Ismaïl Bahri’s film began with a simple premise: he would walk around Tunis with a white sheet of paper taped over his camera lens and record the changes of light.

Last summer, French-Tunisian artist Ismaïl Bahri returned to his native Tunisia to make a film. It began with a simple premise: he would walk around Tunis with a white sheet of paper taped over his camera lens and record the changes of light enacted by the wind and other elements of the city. On paper, it sounds like the conceit of an undergrad film class exercise. In practice, though, his walk ends up leading him through conversations with curious passersby. These strangers approach him without hostility, but they are persistent in interrogating him about his intentions and don’t hesitate to bring their own suggestions and critiques to his work.

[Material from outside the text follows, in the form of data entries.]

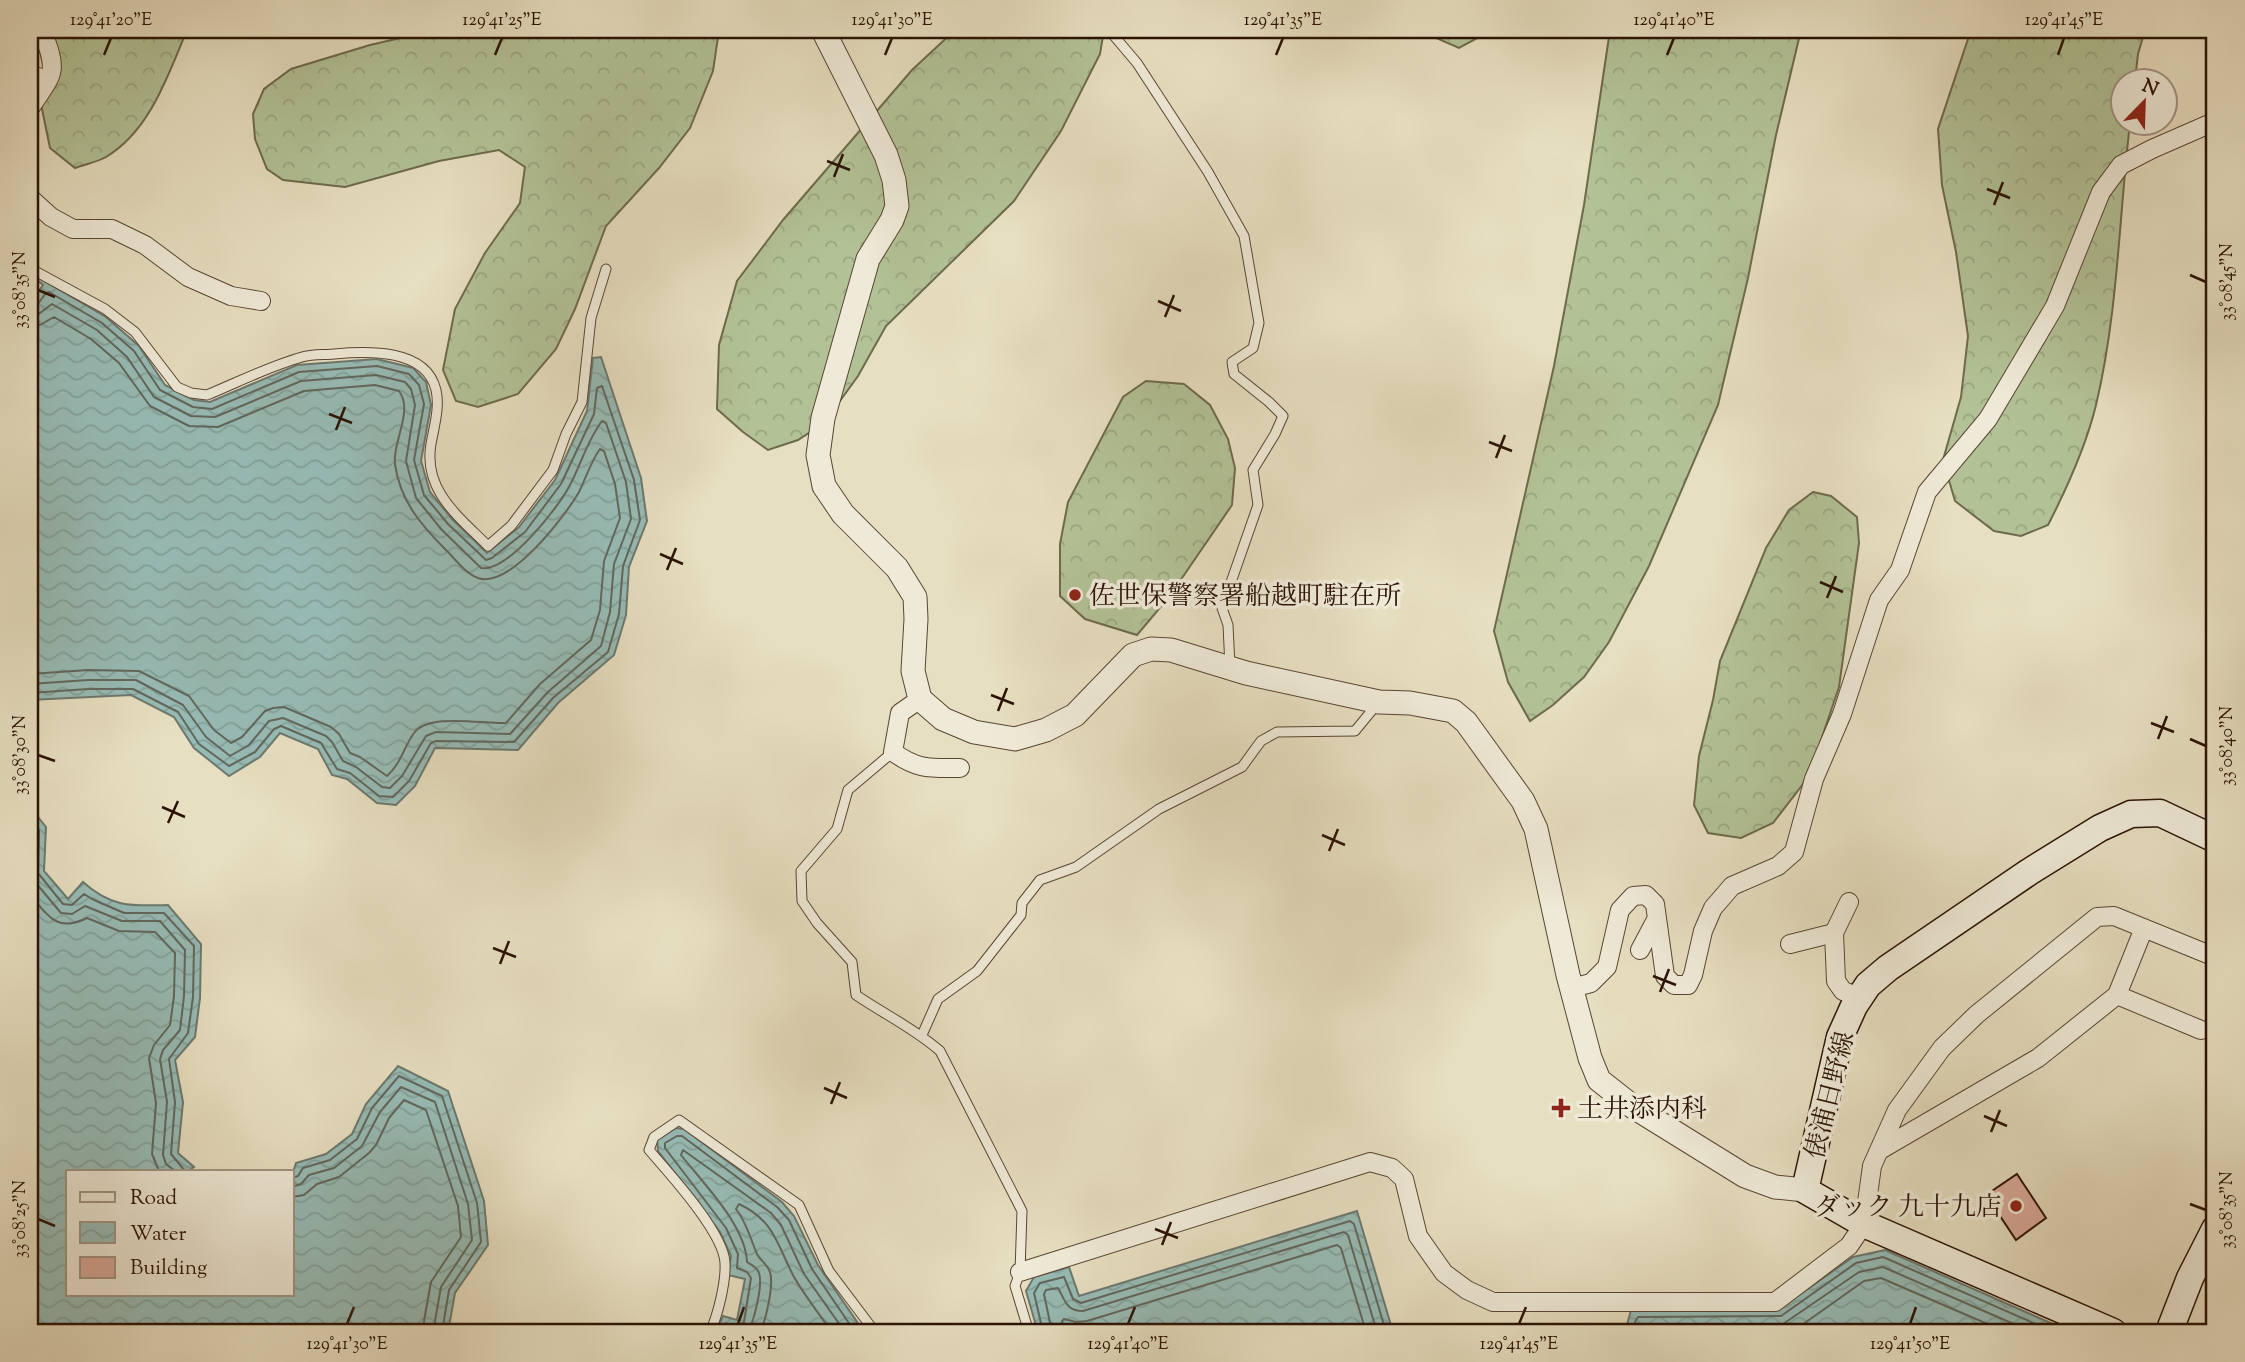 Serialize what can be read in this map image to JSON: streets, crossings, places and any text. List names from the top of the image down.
{
  "streets": {
    "main road": ["俵浦日野線"]
  },
  "places": {
    "other": ["佐世保警察署船越町駐在所", "ダック 九十九店"],
    "health": ["土井添内科"]
  },
  "legend": ["Road", "Water", "Building"],
  "north": "top right",
  "coordinates": [
    "129°41'20\"E",
    "129°41'25\"E",
    "129°41'30\"E",
    "129°41'35\"E",
    "129°41'40\"E",
    "129°41'45\"E",
    "33°08'45\"N",
    "33°08'35\"N",
    "33°08'40\"N",
    "33°08'30\"N",
    "33°08'25\"N",
    "129°41'50\"E"
  ]
}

Bahri’s film, titled Foyer, almost takes the shape of a quest narrative — there is a close call with the authorities here, an apocryphal-sounding story there — except none of it is scripted or planned. The limitation he places on the visual ends up creating a supernatural sense of the space beyond the lens in a way that echoes the late Iranian filmmaker Abbas Kiarostami both in Bahri’s manipulation of sublime soundscapes and his use of nonprofessional actors to comment on what constitutes a film.

As a spectator, in the absence of any clear image, I was more attentive to people’s techniques for starting conversation; where they are hesitant, where they are bold, what they might be trying to reveal about themselves based on the questions they ask. “I’m a great enthusiast, a film-lover,” one man tells Bahri after a brief back-and-forth about camera techniques, “but my era and my life did not enable me to do what I love.” He seems almost disappointed that Bahri, lucky in his craft, chose to use that time on something so abstract.

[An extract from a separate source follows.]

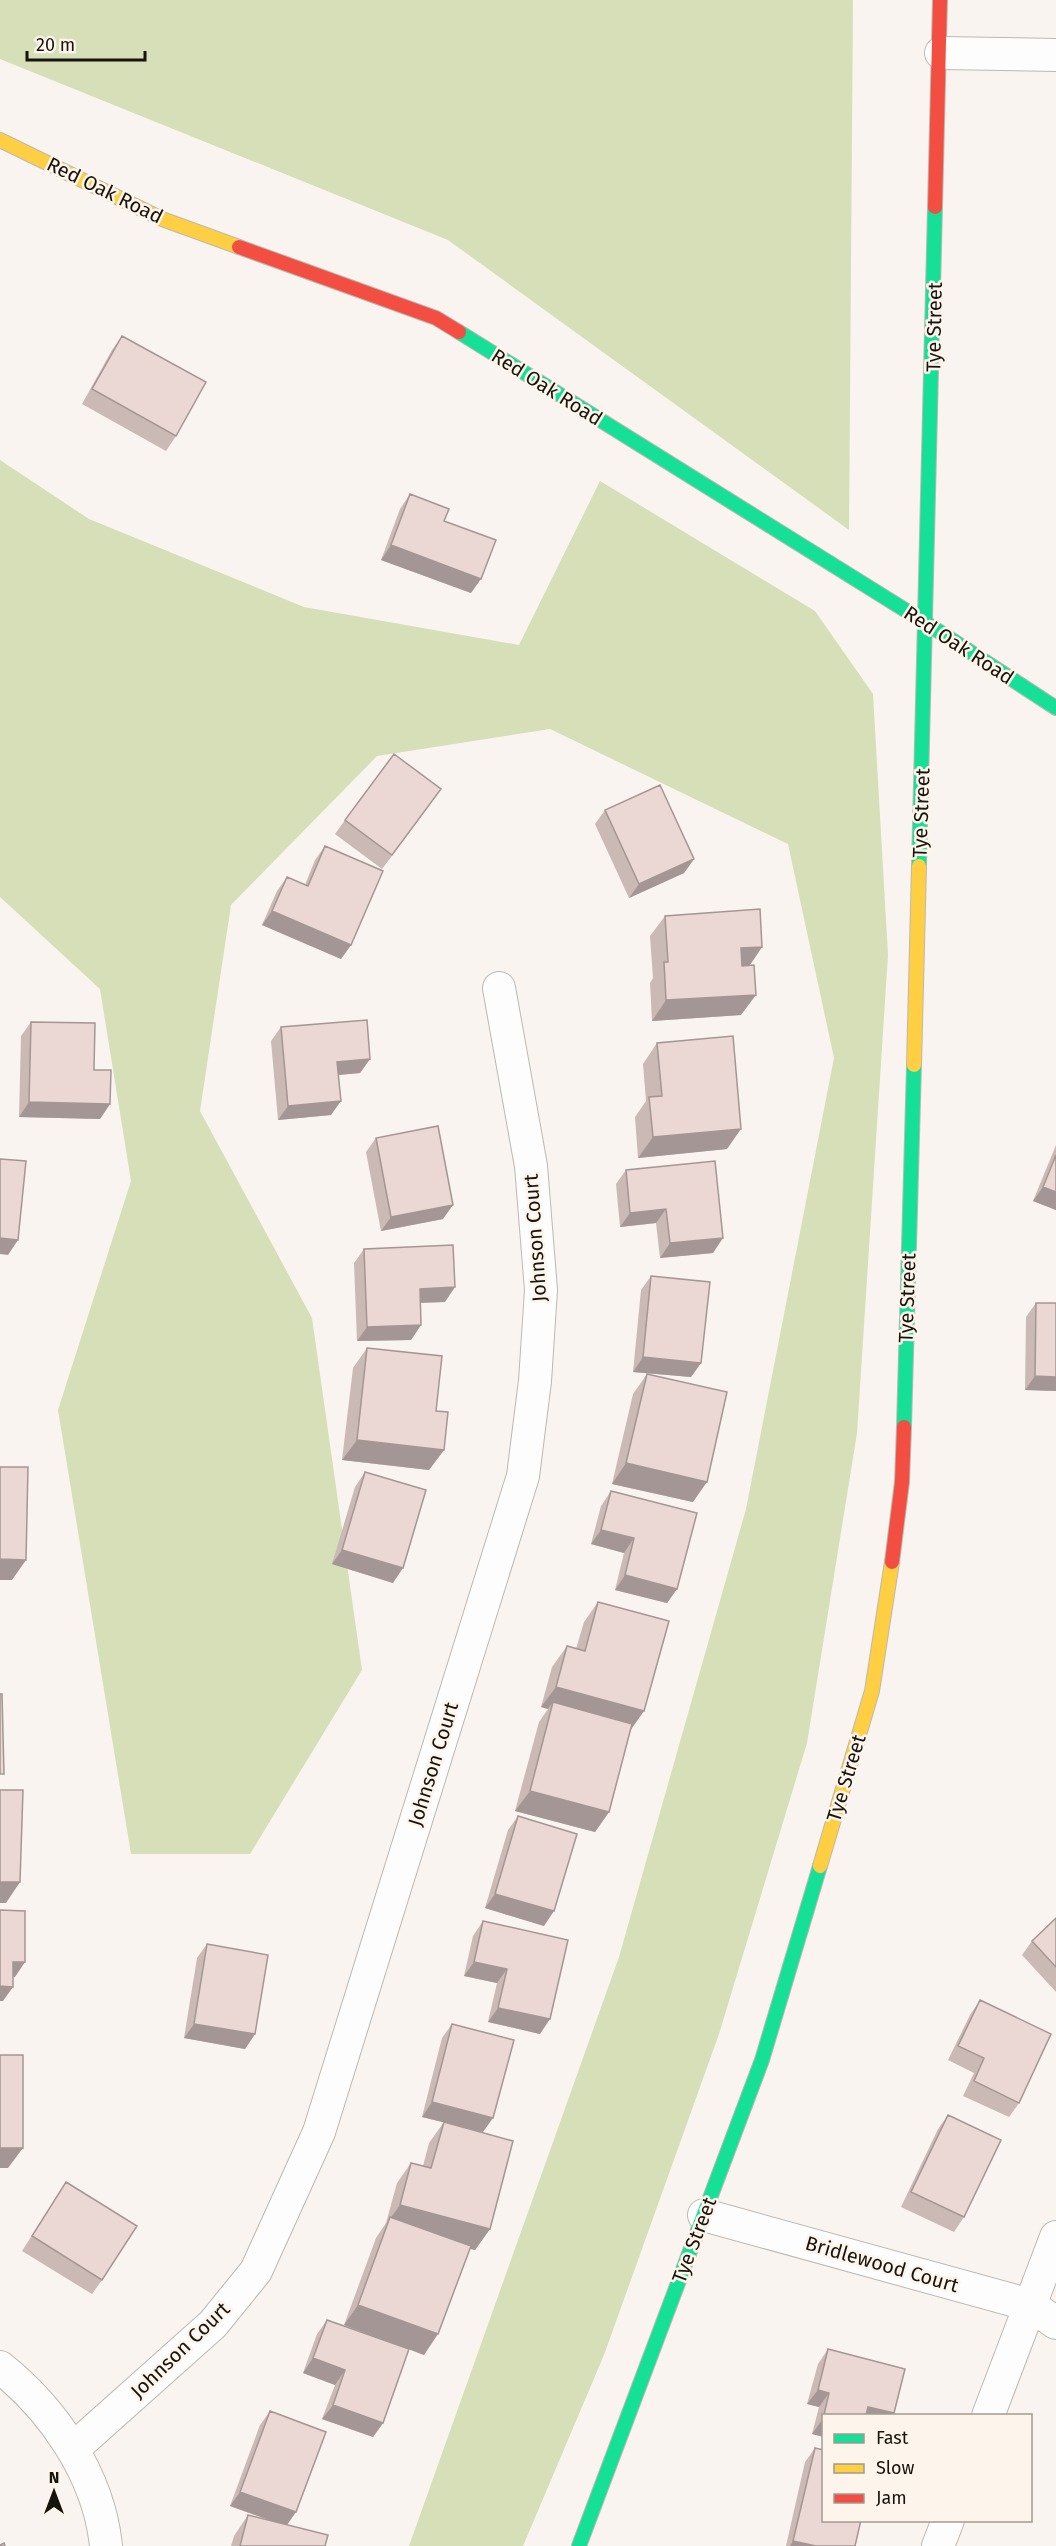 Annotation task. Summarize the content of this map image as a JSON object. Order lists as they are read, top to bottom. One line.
{"streets":{"street":["Red Oak Road","Tye Street","Johnson Court","Bridlewood Court"]},"crossings":[["Red Oak Road","Tye Street"],["Tye Street","Bridlewood Court"]],"legend":["Fast","Slow","Jam"],"scale_bar":"20 m","north":"top"}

For his part, Bahri’s questions are always derivative and only reciprocate curiosity. In an interview, he admits that he did not take the voices into account when he first started filming, and only realized as he progressed how the commentary on it seemed to be actively creating it. Everyone’s projections converge on the paper-as-screen-as-meeting place, viewers included, but even then we can only really guess what’s going on from our end, just as the participants are unsure of what the picture they are a part of will look like.

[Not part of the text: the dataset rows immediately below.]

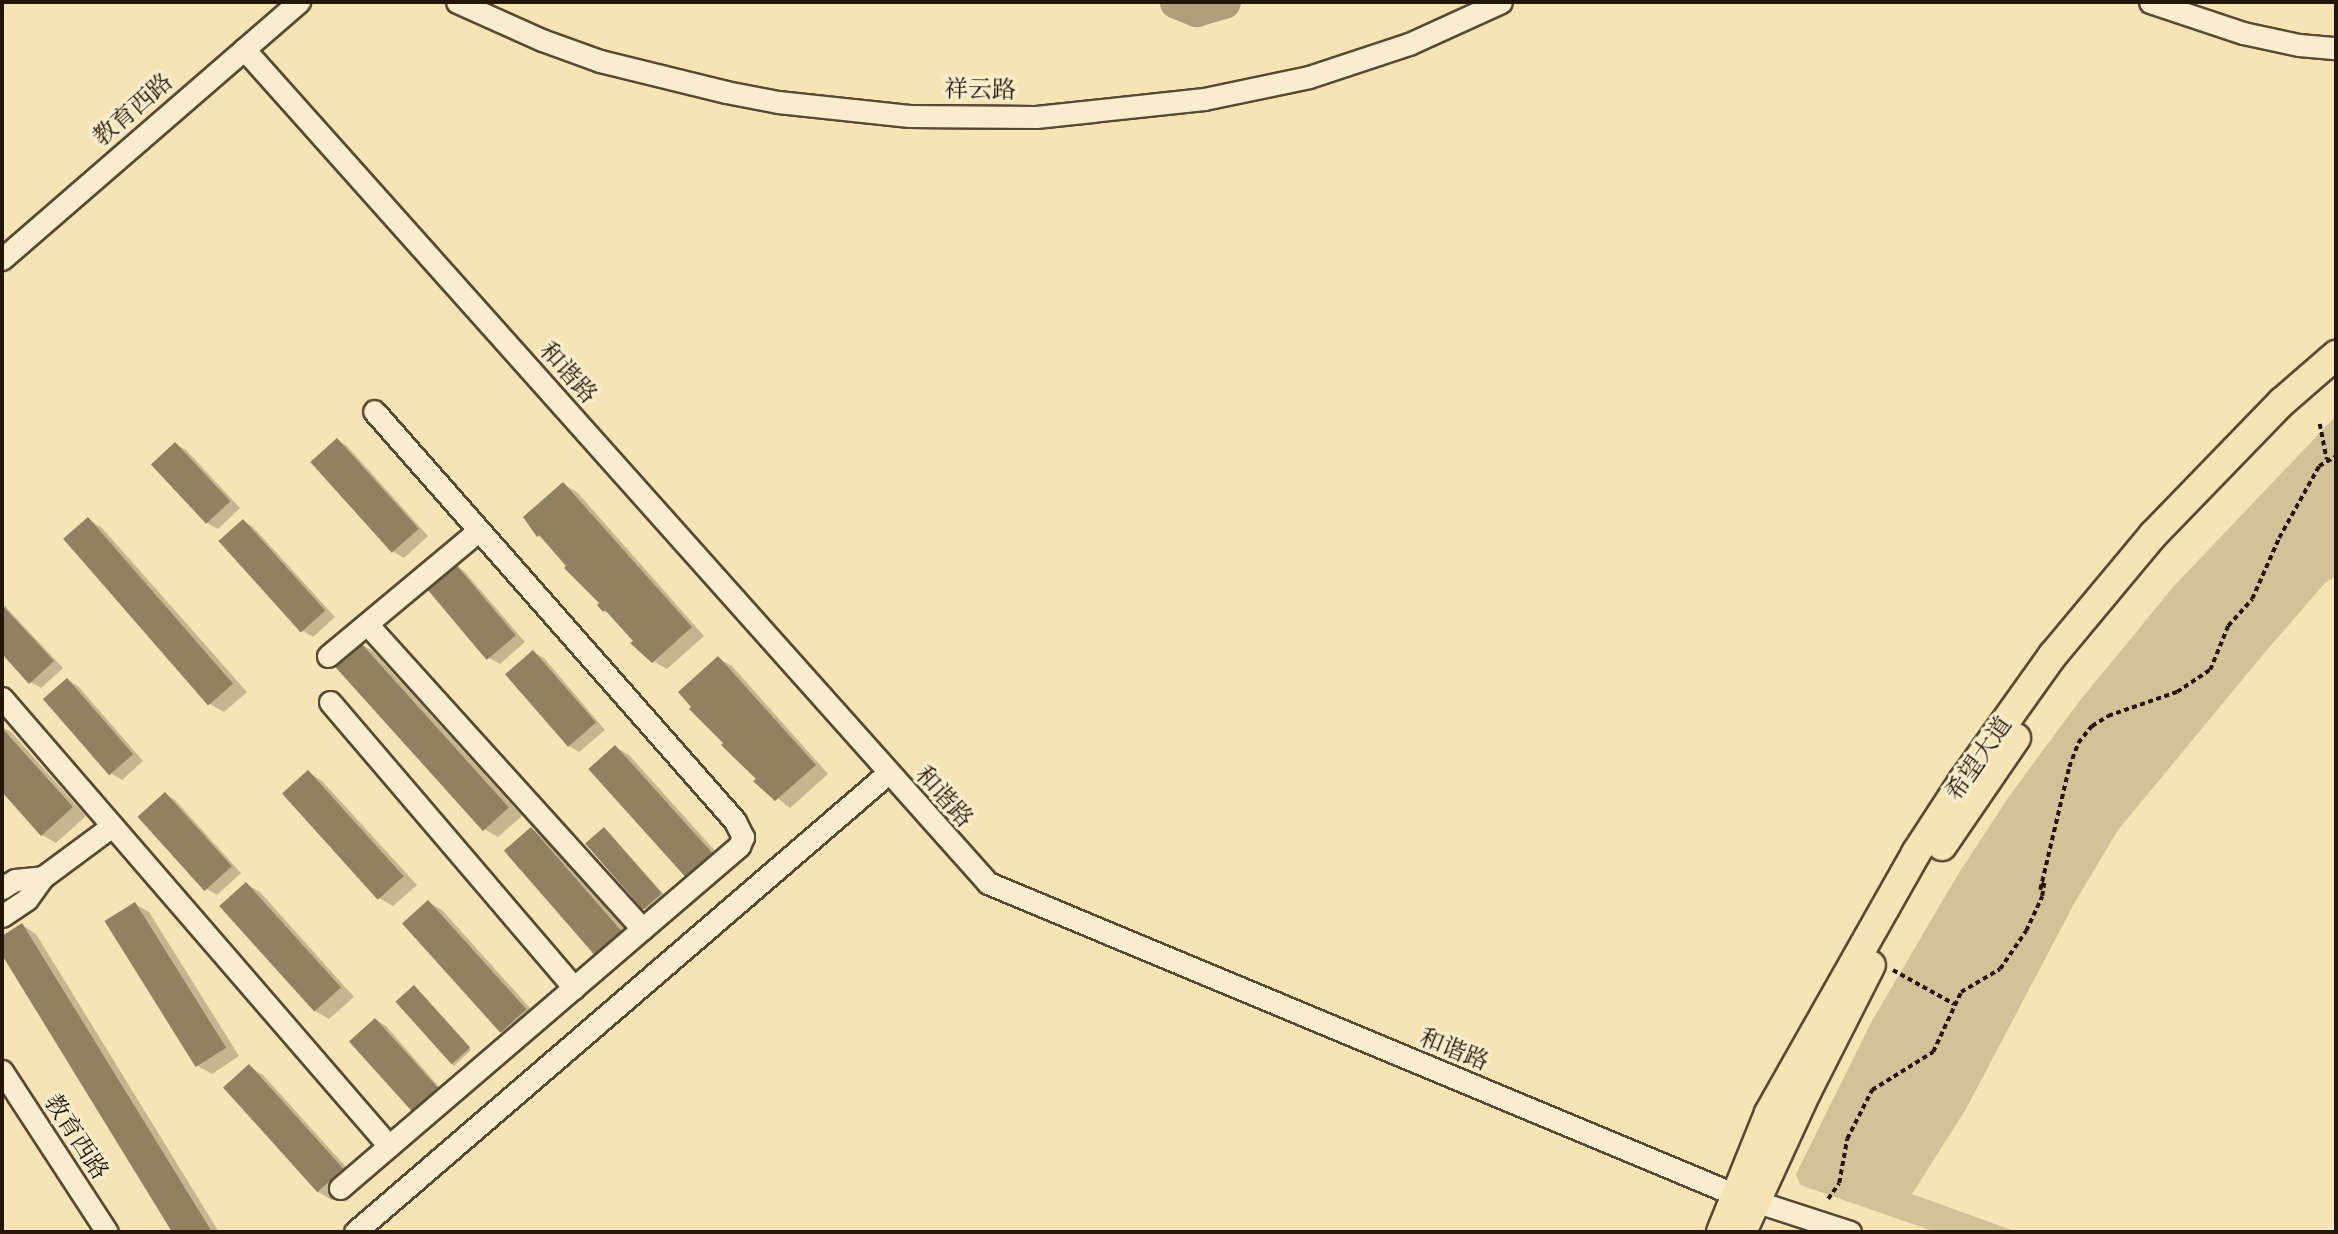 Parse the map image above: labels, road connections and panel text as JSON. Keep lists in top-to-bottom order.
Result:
{
  "streets": {
    "main road": ["希望大道"],
    "street": ["祥云路", "教育西路", "和谐路"]
  },
  "crossings": [
    ["教育西路", "和谐路"],
    ["和谐路", "希望大道"]
  ]
}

Light is supposed to be the central preoccupation of the project, but it manifests unexpectedly in sound, through conversations that linger on the mechanisms of color. One man wonders whether Bahri is white, and is reassured to hear that the artist lives in France versus in Tunisia where, he says, “the sun burns us. Misery burns us. Drugs burn us. Prison burns us.” Another believes people’s visual perception differs according to where they live. ‘Here’ is always compared to a transformative elsewhere. Norms vary not by place but by positionality; the fact that Bahri has undertaken such a strange project and also lives in France seems to confirm this for everyone he speaks to — to undertake something similarly, wonderfully aimless, they imply, would mean they’d have to remove themselves from the daily realities of their country. It’s an unsubtle, painful articulation of how they find any sense of personal freedom to be unavailable to them.

“Abroad, people live normally, people do what they want,” a young man says towards the end of the film. “For example, you like to hold a camera. Me, what I’d like to do if I could, is grab a policeman and walk him on a leash down the avenue.” There is a wave of exasperated protest from his friends, who want him to shut up and stop bothering the artist so they can swim in a nearby canal, and he counters that he’s only telling the reality.

I am fixated on this man because he will not stop talking. He takes up eight out of the film’s 30-something minutes, reeling off complaints and self-deprecating jokes. He’s aware that his woes make great content for an artist, but he doesn’t begrudge Bahri for it; more than anything he seems to look to him to back him up, to confirm that his art is a product of being foreign and prove that things in the country are as bad as he says they are. But just when you think you hear resignation in the man’s voice, the conversation trails off with a splash in the distance, and whatever train of thought is gone. The boys have lost interest and gone swimming. Who knows what’s next for them.

Disappointment and ennui are central to the conversations projected onto this paper but they are not fetishized. It would be hard to do that around the warm, lively energy of voices and inflections that color this film.

After the young men leave, we get a brief glimpse of the world beyond the sheet of paper and find a canal and line of houses mostly obstructed by a man in a white T-shirt. The paper returns to its place and when the light shifts just so, the screen resembles water glistening in the kind of late-afternoon sunlight during which it is nearly impossible to feel hopeless. Shortly after, the camera shuts off and allows the sound to run a few moments longer. The sounds of life seem to outlast the frustrations; everybody has reasons to be upset but if there is a dead end, no one has hit it yet. To end on a moment like this is no small thing.

Ismaïl Bahri’s Foyer is available on MUBI through November 15, and will be on view at the Galerie nationale du Jeu de Paume (1 Place de la Concorde, 75008 Paris) in 2017.